Friday before the 3 day weekend. Kickass.
I tried to watch Ju-on: The Grudge last night, but it really freaked me out. It's Japanese (I think they tried to do an American remake with Sarah Michelle Gellar), and it doesn't have a lot of blood and guts. It does, however, do a good job of conveying the horror that you feel when you see something which has no place in an ordered, rational universe. It's the kind of horror that you feel when you're not sure whether you're really seeing the impossible occurring or whether you're going mad and hallucinating (either option isn't especially good). The movie had me totally disoriented, not only because of the freaky things which happen in it, but also because of its disjointed narrative style.

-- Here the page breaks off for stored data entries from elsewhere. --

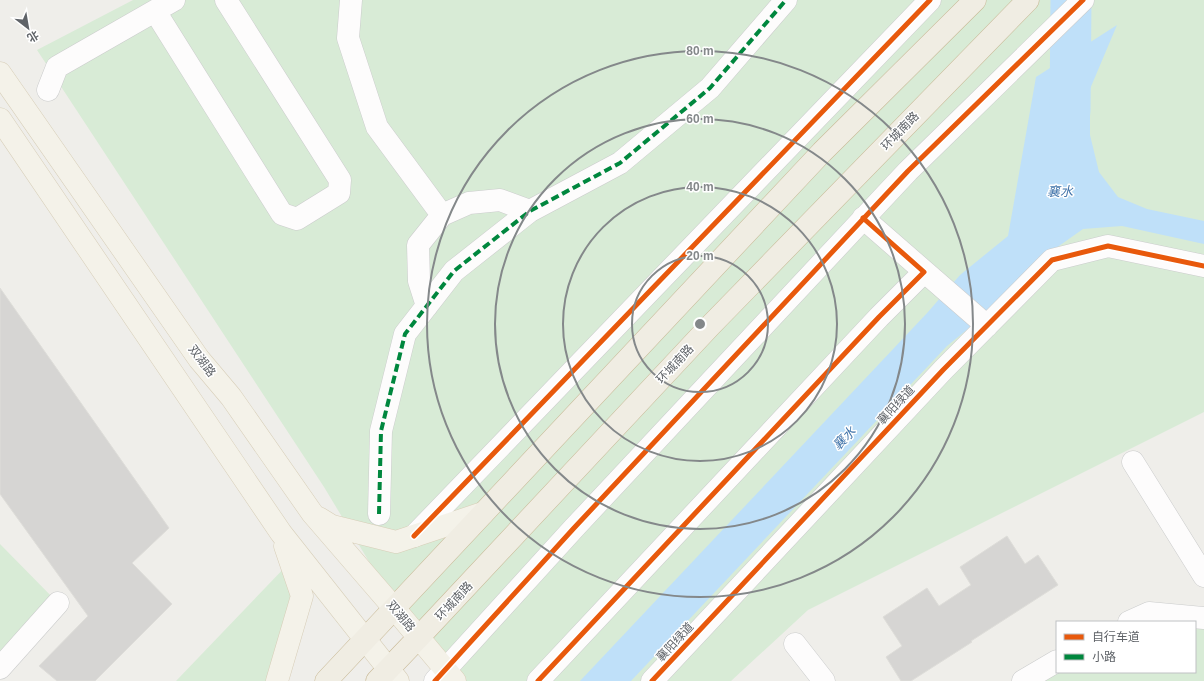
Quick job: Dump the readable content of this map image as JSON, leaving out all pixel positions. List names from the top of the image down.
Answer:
{
  "streets": {
    "highway": ["环城南路"],
    "main road": ["双湖路"],
    "street": ["襄阳绿道"]
  },
  "crossings": [
    ["环城南路", "双湖路"]
  ],
  "water": ["襄水"],
  "legend": ["自行车道", "小路"],
  "north": "bottom right",
  "rings": [
    "80 m",
    "60 m",
    "40 m",
    "20 m"
  ]
}
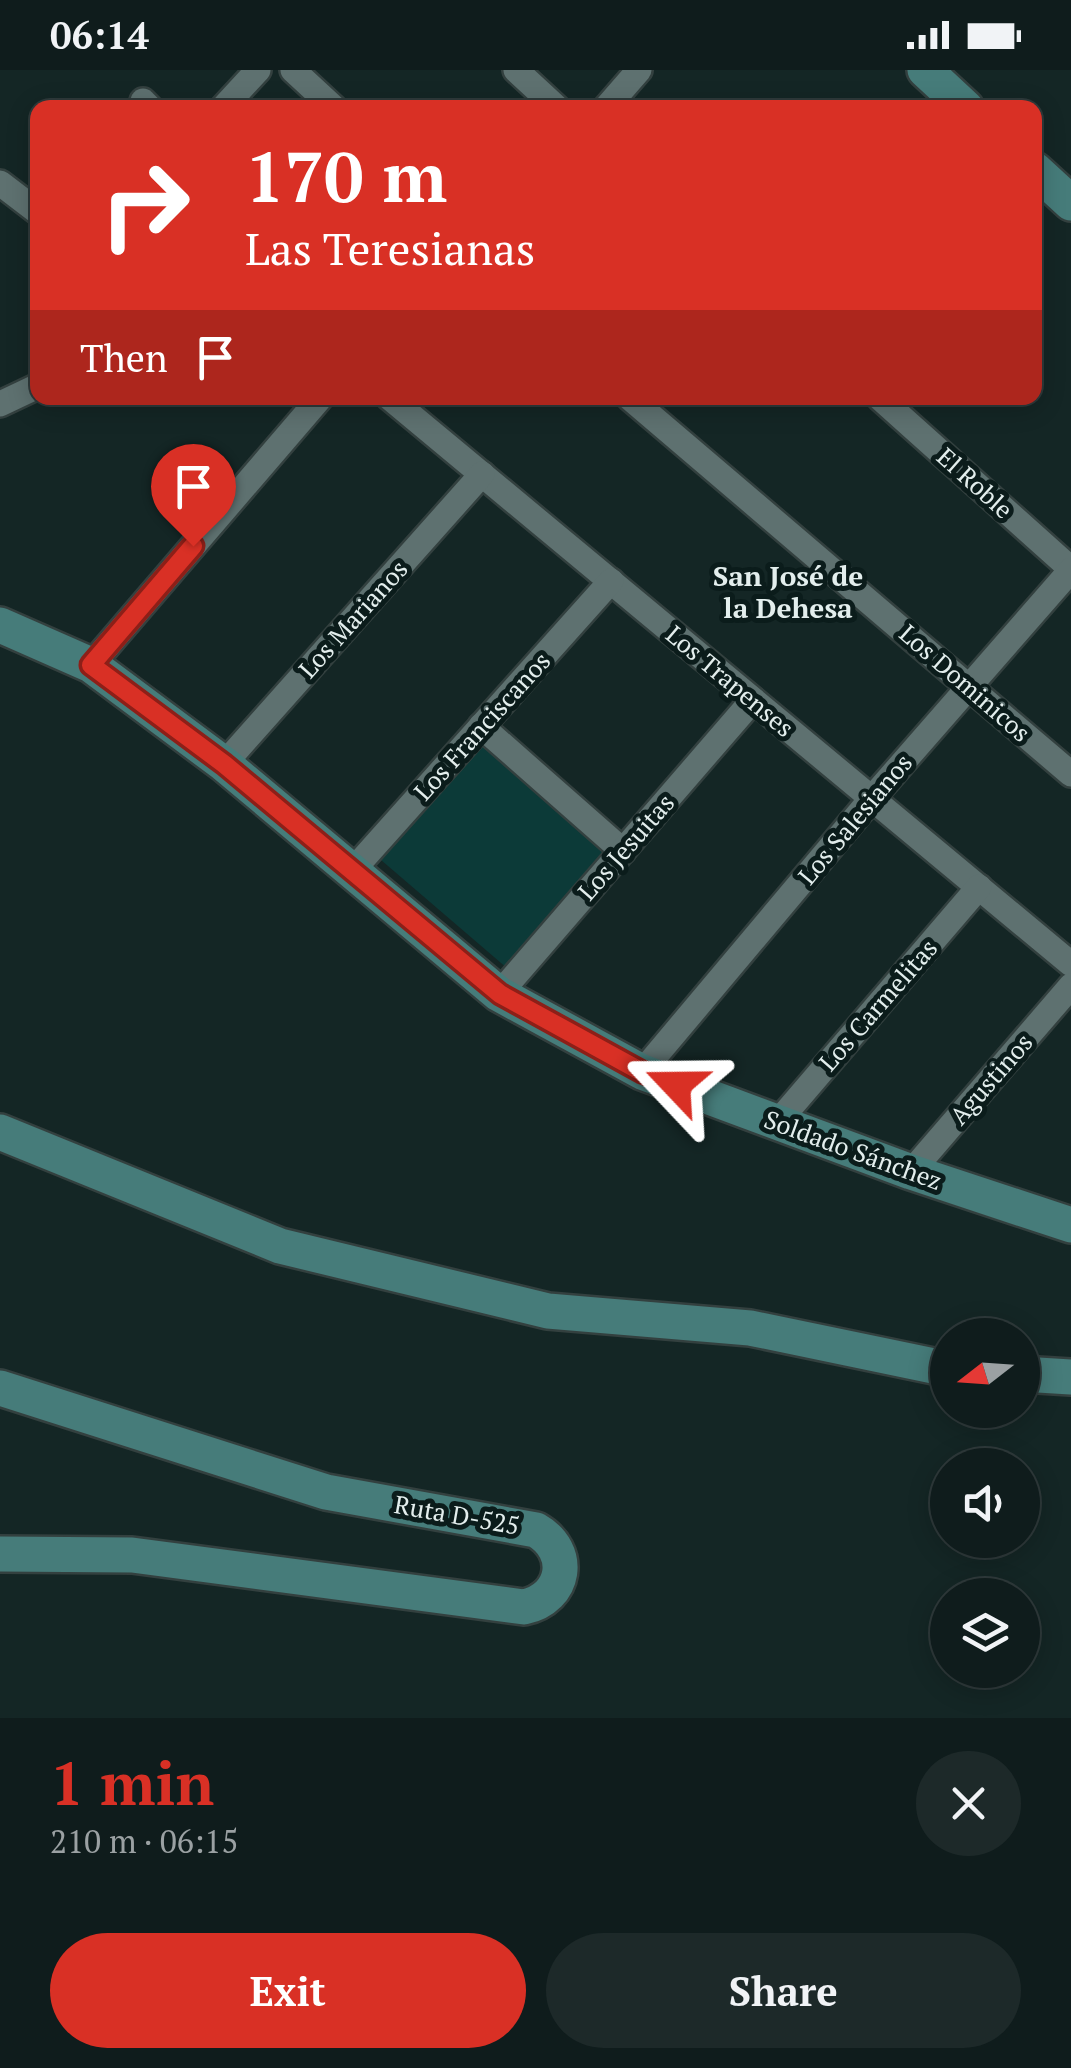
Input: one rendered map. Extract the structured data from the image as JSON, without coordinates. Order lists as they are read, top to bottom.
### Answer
{
  "streets": {
    "street": [
      "El Roble",
      "Los Marianos",
      "Los Trapenses",
      "Los Dominicos",
      "Los Franciscanos",
      "Los Salesianos",
      "Los Jesuitas",
      "Los Carmelitas",
      "Agustinos",
      "Soldado Sánchez",
      "Ruta D-525"
    ]
  },
  "crossings": [
    ["El Roble", "Los Salesianos"],
    ["Los Marianos", "Los Trapenses"],
    ["Los Marianos", "Soldado Sánchez"],
    ["Los Trapenses", "Los Franciscanos"],
    ["Los Trapenses", "Los Salesianos"],
    ["Los Trapenses", "Los Jesuitas"],
    ["Los Trapenses", "Los Carmelitas"],
    ["Los Dominicos", "Los Salesianos"],
    ["Los Franciscanos", "Soldado Sánchez"],
    ["Los Salesianos", "Soldado Sánchez"],
    ["Los Jesuitas", "Soldado Sánchez"],
    ["Los Carmelitas", "Soldado Sánchez"],
    ["Agustinos", "Soldado Sánchez"]
  ],
  "districts": ["San José de la Dehesa"],
  "north": "left",
  "page": {
    "status": "06:14",
    "turn": ["170 m", "Las Teresianas"],
    "then": "Then",
    "heading": ["1 min", "210 m · 06:15"],
    "buttons": ["Exit", "Share"]
  }
}
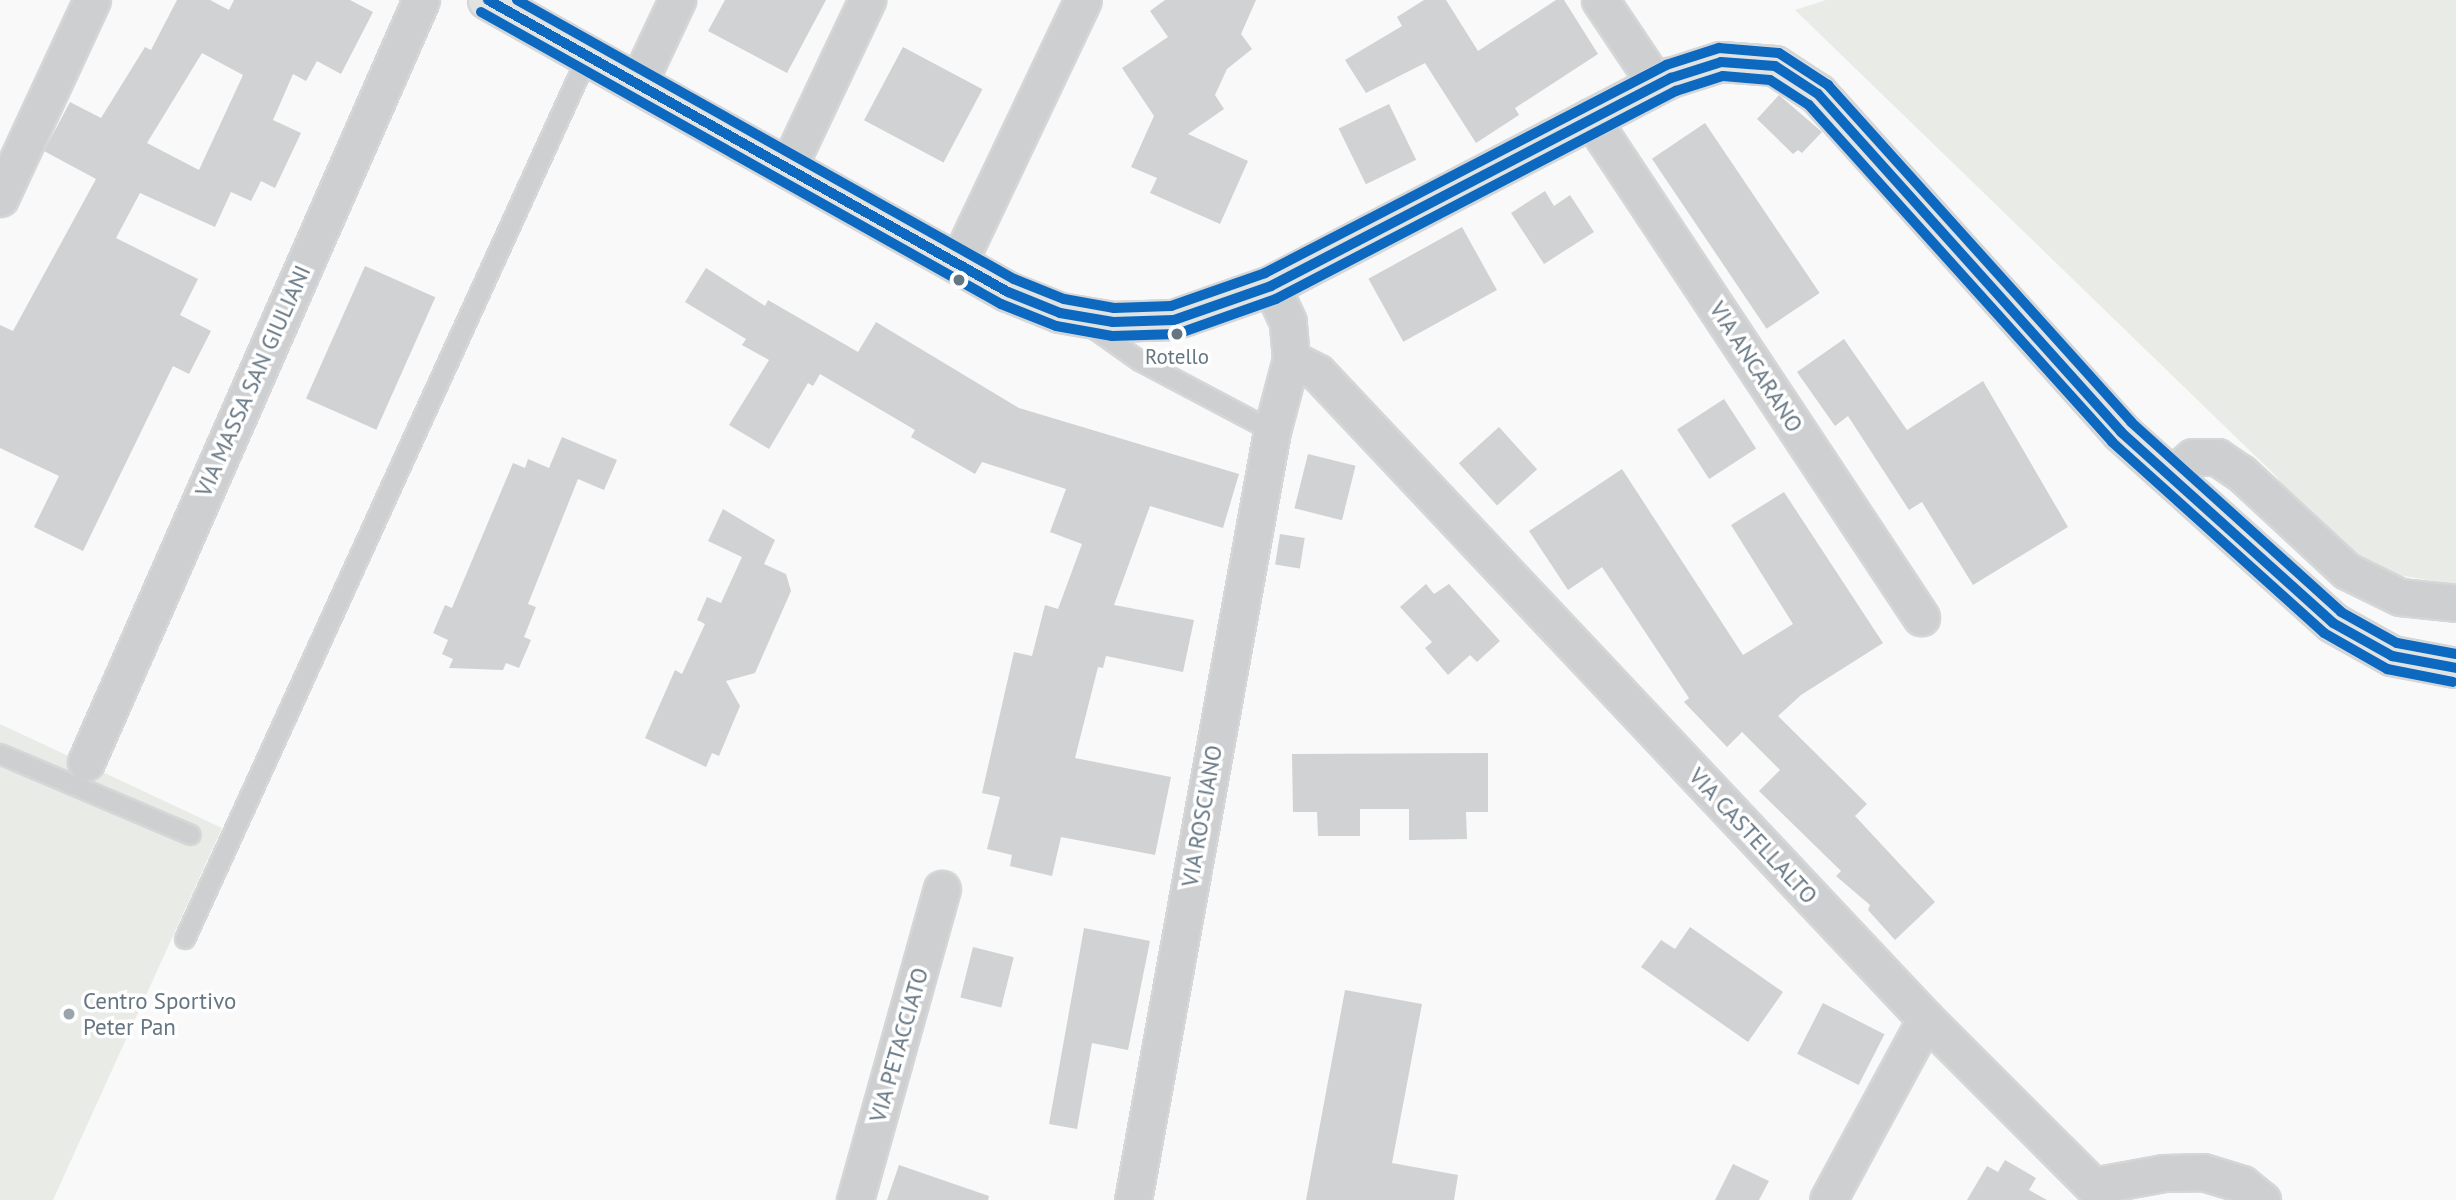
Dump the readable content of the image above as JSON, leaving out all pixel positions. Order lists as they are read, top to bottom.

As I said, I didn't make it all the way through, but I hope to finish it tonight. I just couldn't watch it right up until the time I went to bed or I knew I would have little Japanese ghost kids and living shadows plaguing my dreams all night.
And I would like to take a second to shout out mad props to the Reverend Martin Luther King. God bless that man not only for his dreams of equality, but for the way in which he went about seeing them fulfilled. Political revolution for civil rights through nonviolent means. That man was the closest thing to a saint that this country has probably ever produced, and in the end they killed him for it. Still, he accomplished a lot with the time that he had, and if I could go out fighting for a cause half as worthwhile, I would consider my life a success. America needs more people like him.
In the interest of trying to keep things interesting, I will disseminate one of my actual opinions which may or may not be controversial. People who insist upon living in areas which have been proven to be prone to natural disasters should not receive monetary assistance or relief from federal tax dollars. This means, if you keep rebuilding your house under a hill where there are mudslides, you do it at your own risk. This may not sound too controversial, but I also believe that my federal tax dollars shouldn't pay to rebuild California the next time there's an earthquake. There have been earthquakes there before, and experts say there will be more in the geologically near future, and next time they will be worse. I'm out, California. I don't want to rebuild your earthquake traps. I'm not saying you can't live out there, but I'm just saying I don't want to foot the bill for it. Same thing to you, Florida. You wanna live in a state that is bound to be devastated by hurricanes several times every decade- you're on your own.
Anyway, I know that some disasters will be unforseeable, and I'm ok with helping out when one of them is a surprise, but for the people who keep building where there are recurring, catastrophic problems- I wish you good luck and godspeed on your own.